A debt consolidation mortgage is one where you raise money to pay off your existing mortgage and also to cover debts that you have that are unsecured.  It is a route to consider if you are struggling to pay off your unsecured debts or the money you are paying off is just going on interest and not reducing the debt.  This means it can take a lot longer to pay off and cost a lot more.

By looking at a debt consolidation mortgage, you can dramatically decrease the amount of interest you pay on your debts.  You can also be certain they will be paid off in a certain time period with a single monthly commitment to take care of – rather than various loans and credit cards with their own payment dates and systems.

Routes to consolidating debt

There are two main routes to consider when looking to consolidate debts.

Remortgaging the entire debt to a new lender

In this situation, let’s say you have a mortgage of £100K and debts of £50K.  So you are looking for a new mortgage for £150K.  This would lower your monthly payments, reduce the overall interest you pay and set a firm payment schedule.

Pros:

  • Easier to cope with one single mortgage payment than a series of card and loan payments
  • Rates are usually better on mortgages than unsecured debt
  • You can often borrow more

Cons:

  • If you have a very good rate on your mortgage, the new mortgage might not have as good a rate so you may pay more for your existing borrowing than you would have

Take out a new loan and secured it on your property

The other route is to look at leaving your existing mortgage as it is then taking a second mortgage or a secured loan for the £50K you need to clear your debts.  Second charge mortgages, as they are known, aren’t regulated in the same way as main mortgages so there is a little more freedom involved.
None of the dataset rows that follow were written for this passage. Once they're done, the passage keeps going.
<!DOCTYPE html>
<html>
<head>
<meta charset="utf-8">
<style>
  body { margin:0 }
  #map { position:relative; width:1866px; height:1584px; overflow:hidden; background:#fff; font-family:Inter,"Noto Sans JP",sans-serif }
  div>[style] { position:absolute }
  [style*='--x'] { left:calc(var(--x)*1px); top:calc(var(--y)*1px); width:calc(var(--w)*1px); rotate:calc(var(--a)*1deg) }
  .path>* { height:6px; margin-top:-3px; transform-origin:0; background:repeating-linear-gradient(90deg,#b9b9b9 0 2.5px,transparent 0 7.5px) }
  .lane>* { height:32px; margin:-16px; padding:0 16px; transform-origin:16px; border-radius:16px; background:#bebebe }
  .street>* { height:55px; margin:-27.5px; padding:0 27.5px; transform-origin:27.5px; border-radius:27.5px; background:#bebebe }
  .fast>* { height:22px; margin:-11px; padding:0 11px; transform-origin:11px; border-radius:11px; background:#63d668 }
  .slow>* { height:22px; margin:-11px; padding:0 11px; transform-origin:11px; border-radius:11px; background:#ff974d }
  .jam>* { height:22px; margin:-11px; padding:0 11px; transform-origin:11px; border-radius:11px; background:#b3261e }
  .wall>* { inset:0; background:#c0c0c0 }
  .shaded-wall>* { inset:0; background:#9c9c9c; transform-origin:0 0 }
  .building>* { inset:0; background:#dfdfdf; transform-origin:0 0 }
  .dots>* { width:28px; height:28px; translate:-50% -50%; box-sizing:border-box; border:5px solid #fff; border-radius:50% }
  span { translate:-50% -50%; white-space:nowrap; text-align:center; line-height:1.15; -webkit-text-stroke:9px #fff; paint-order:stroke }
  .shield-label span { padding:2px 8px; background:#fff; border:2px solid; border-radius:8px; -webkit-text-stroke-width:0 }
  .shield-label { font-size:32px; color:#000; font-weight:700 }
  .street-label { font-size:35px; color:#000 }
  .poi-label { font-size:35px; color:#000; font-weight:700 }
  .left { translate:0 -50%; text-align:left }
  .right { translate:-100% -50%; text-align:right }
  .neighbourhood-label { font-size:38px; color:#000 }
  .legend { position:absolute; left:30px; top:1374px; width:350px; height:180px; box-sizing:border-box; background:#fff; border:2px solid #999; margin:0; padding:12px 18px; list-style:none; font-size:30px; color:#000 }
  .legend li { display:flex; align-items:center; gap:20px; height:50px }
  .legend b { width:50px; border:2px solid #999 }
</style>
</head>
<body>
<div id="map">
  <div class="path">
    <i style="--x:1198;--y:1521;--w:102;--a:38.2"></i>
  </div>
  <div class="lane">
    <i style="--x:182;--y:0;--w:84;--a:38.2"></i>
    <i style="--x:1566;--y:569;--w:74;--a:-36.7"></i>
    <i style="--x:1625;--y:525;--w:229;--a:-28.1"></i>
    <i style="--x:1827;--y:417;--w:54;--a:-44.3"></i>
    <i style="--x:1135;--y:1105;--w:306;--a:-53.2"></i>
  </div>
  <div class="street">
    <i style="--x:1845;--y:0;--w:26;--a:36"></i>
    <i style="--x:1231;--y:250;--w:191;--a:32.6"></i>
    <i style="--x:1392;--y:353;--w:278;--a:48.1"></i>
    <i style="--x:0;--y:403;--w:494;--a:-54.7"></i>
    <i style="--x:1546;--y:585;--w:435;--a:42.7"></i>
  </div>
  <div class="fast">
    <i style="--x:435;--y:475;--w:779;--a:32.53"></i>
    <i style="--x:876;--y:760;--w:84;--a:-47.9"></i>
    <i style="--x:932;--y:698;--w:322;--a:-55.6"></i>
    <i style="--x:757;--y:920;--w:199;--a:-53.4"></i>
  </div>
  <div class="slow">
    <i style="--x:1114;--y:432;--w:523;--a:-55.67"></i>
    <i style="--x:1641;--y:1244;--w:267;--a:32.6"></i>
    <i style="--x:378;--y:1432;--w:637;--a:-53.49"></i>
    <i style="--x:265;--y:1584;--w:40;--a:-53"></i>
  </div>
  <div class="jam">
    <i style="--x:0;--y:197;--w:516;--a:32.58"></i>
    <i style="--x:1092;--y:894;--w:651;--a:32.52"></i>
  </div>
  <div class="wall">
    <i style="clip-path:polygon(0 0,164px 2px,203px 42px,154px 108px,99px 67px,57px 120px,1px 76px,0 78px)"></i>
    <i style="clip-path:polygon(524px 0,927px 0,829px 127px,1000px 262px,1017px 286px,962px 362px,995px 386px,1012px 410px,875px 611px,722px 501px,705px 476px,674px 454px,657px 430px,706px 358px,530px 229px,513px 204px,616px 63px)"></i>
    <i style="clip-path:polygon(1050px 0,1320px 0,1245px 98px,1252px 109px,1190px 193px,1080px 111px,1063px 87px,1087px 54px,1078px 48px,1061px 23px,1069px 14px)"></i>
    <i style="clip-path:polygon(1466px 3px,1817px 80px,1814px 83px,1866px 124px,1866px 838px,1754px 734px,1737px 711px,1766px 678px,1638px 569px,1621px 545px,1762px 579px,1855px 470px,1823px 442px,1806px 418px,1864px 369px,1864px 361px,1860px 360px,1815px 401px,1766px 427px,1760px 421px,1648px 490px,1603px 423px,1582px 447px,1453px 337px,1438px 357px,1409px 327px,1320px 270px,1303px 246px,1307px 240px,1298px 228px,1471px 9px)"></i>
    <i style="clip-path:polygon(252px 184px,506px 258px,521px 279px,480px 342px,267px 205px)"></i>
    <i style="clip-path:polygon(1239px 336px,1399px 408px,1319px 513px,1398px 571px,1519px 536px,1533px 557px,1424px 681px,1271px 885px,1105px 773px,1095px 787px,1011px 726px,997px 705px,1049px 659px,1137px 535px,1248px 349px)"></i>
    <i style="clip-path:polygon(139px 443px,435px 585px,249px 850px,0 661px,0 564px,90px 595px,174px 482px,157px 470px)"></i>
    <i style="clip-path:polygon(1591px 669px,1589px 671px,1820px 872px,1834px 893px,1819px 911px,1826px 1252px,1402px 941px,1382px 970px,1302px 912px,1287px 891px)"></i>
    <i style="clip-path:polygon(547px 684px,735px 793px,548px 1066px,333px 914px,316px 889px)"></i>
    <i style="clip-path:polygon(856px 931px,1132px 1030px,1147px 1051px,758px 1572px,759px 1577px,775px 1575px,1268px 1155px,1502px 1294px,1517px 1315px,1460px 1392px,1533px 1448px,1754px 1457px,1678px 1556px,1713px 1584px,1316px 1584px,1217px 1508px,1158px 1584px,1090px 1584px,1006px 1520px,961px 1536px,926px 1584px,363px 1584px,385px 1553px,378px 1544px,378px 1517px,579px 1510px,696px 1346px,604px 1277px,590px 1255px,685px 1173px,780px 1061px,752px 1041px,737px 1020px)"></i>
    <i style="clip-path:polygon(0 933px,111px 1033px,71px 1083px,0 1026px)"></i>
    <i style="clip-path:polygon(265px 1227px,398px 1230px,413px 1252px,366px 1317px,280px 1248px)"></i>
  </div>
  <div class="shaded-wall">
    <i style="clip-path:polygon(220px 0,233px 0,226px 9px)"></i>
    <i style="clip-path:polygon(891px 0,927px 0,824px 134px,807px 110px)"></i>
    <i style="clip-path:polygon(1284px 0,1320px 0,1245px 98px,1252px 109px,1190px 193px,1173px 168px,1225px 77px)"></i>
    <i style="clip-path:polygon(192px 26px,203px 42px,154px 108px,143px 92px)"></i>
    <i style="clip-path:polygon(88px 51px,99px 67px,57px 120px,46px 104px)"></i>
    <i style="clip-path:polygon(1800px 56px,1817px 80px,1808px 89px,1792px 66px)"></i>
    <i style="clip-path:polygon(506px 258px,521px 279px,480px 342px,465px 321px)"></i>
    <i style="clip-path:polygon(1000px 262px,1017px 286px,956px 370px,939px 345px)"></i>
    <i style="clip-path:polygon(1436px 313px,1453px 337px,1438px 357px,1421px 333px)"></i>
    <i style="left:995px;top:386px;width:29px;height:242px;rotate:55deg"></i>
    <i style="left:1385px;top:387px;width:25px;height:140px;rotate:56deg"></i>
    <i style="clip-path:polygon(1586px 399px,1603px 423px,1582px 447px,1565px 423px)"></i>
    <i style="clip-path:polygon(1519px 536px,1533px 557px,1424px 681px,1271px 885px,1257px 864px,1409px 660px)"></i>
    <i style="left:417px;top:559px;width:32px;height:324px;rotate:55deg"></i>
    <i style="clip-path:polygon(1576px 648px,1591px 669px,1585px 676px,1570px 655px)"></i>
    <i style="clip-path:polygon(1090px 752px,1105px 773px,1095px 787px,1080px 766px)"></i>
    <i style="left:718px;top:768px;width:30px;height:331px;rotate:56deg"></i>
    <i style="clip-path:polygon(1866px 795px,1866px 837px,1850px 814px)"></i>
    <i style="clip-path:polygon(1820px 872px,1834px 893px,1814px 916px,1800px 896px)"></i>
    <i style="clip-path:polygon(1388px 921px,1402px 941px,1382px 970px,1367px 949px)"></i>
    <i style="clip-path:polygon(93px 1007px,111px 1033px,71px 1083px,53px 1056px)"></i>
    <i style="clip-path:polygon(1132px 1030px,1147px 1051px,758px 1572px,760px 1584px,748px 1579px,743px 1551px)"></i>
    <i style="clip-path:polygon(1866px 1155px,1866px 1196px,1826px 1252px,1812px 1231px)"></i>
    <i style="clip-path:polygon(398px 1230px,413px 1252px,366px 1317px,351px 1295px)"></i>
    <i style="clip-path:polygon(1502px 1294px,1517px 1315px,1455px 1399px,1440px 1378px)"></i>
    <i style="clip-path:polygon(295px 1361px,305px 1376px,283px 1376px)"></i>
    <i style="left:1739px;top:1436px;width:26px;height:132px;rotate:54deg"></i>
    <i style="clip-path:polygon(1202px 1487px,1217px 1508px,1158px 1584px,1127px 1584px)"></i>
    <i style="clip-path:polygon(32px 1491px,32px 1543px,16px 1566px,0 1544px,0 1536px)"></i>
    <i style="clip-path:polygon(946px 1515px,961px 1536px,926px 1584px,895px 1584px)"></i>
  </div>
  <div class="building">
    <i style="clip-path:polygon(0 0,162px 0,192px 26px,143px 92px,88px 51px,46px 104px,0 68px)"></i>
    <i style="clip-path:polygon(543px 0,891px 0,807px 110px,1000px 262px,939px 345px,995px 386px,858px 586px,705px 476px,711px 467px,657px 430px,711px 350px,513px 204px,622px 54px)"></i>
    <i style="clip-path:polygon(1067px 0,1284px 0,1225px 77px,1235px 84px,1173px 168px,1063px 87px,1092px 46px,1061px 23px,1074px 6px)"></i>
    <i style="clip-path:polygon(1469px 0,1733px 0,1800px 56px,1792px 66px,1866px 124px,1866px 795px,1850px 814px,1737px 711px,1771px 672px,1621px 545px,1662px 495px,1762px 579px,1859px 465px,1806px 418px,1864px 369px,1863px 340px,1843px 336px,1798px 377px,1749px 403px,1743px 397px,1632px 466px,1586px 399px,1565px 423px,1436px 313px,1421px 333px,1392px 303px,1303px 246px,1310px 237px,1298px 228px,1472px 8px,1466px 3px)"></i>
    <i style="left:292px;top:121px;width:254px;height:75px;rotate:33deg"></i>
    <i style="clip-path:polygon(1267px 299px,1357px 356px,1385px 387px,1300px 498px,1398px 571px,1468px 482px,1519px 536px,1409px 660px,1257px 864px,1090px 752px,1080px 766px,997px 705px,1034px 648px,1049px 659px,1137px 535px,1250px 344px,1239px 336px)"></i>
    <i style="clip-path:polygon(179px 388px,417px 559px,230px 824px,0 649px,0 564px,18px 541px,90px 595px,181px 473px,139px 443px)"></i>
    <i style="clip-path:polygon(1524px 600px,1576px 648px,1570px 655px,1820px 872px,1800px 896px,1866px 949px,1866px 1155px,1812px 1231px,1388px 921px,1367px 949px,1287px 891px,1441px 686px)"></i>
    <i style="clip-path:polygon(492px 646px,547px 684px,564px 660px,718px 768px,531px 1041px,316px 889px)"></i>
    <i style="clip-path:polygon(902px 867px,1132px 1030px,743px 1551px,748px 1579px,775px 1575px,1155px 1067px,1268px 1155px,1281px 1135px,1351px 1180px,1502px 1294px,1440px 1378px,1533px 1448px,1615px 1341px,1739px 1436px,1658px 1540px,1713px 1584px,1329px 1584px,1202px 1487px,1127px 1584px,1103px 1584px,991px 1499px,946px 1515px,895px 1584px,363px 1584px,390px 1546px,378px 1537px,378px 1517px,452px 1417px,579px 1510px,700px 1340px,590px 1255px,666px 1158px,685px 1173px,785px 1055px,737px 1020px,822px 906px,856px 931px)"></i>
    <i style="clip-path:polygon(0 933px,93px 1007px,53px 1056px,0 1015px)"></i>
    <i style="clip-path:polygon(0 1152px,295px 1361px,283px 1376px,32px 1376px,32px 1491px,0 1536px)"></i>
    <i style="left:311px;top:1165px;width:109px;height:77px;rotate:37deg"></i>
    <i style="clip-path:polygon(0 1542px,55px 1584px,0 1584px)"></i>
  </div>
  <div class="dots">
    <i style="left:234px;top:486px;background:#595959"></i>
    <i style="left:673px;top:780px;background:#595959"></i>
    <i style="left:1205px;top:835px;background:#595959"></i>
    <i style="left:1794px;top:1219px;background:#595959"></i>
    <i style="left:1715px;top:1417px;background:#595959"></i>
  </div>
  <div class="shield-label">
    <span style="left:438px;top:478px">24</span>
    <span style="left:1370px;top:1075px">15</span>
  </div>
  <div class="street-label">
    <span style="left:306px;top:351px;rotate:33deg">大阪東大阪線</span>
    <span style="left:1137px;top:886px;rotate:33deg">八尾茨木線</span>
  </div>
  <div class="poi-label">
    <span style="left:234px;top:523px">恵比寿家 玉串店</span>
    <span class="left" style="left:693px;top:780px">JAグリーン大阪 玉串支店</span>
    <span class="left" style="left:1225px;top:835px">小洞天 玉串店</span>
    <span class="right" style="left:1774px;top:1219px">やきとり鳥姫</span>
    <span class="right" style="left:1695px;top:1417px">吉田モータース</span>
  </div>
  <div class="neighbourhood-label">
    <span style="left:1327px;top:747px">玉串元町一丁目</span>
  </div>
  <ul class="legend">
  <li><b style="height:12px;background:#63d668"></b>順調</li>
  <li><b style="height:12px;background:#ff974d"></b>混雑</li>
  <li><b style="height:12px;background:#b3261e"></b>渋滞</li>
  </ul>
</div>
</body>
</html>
This means they can be a good option if you have some adverse details that would cause issues for the main mortgage.

Pros:

  • Ideal for people with problems proving their income such as self-employed and contractors
  • Can work better for people with poor credit ratings
  • Doesn’t affect your existing mortgage

Cons:

  • More than one monthly payment
  • Rates might not be as good as the main mortgage
  • Arrangement fees are normally a little higher than main mortgages

Is debt consolidation the right choice?

If you are having problems paying your existing debt in its current form, then a debt consolidation mortgage may be worth considering.  It simplifies your outgoings, cuts back on how much interest you pay and ensures you know when the debt will be cleared.

Your situation still plays a big part in your ability to get the debt consolidation mortgage.  So it could mean you pay more over the longer time than you would have with your original mortgage.

Reducing monthly payments

If the main aim is to reduce monthly payments, a debt consolidation mortgage can work for this.  It would cut the interest you pay and cut down those monthly payments because £50K paid over 7 years will cost a lot more than the same amount paid over 20 years.

Pay debt quicker

You can also look to pay off your debt quicker by reducing the number of years of the mortgage and increasing the payment.  You need to ensure that you are able to meet the new payment comfortably but if you can, then dropping the number of years for the mortgage could see you debt free quicker.

Can you get a mortgage when declined?

If one company has declined to give you a mortgage, don’t worry, that doesn’t mean the end of the road.  As brokers, we deal with hundreds of different products from different lenders and have specialists that offer mortgages for all kinds of situations including problems with late payments, arrears, CCJs, IVAs, bankruptcy and defaults.

Debt consolidation on a debt management plan

If you are currently on a debt management plan, a debt consolidation mortgage could still be a good option for you.  Following increased regulation on the industry in recent times by the FCA, it is possible to cut your payments with these companies.  If you have a home, the option might be better to take a new mortgage to clear the debt instead.

Companies putting accounts on hold as part of a debt management plan can make a big red mark on your credit rating.  So if this has happened to you, it might be worth clearing the debt with a debt consolidation mortgage instead and start improving your credit rating.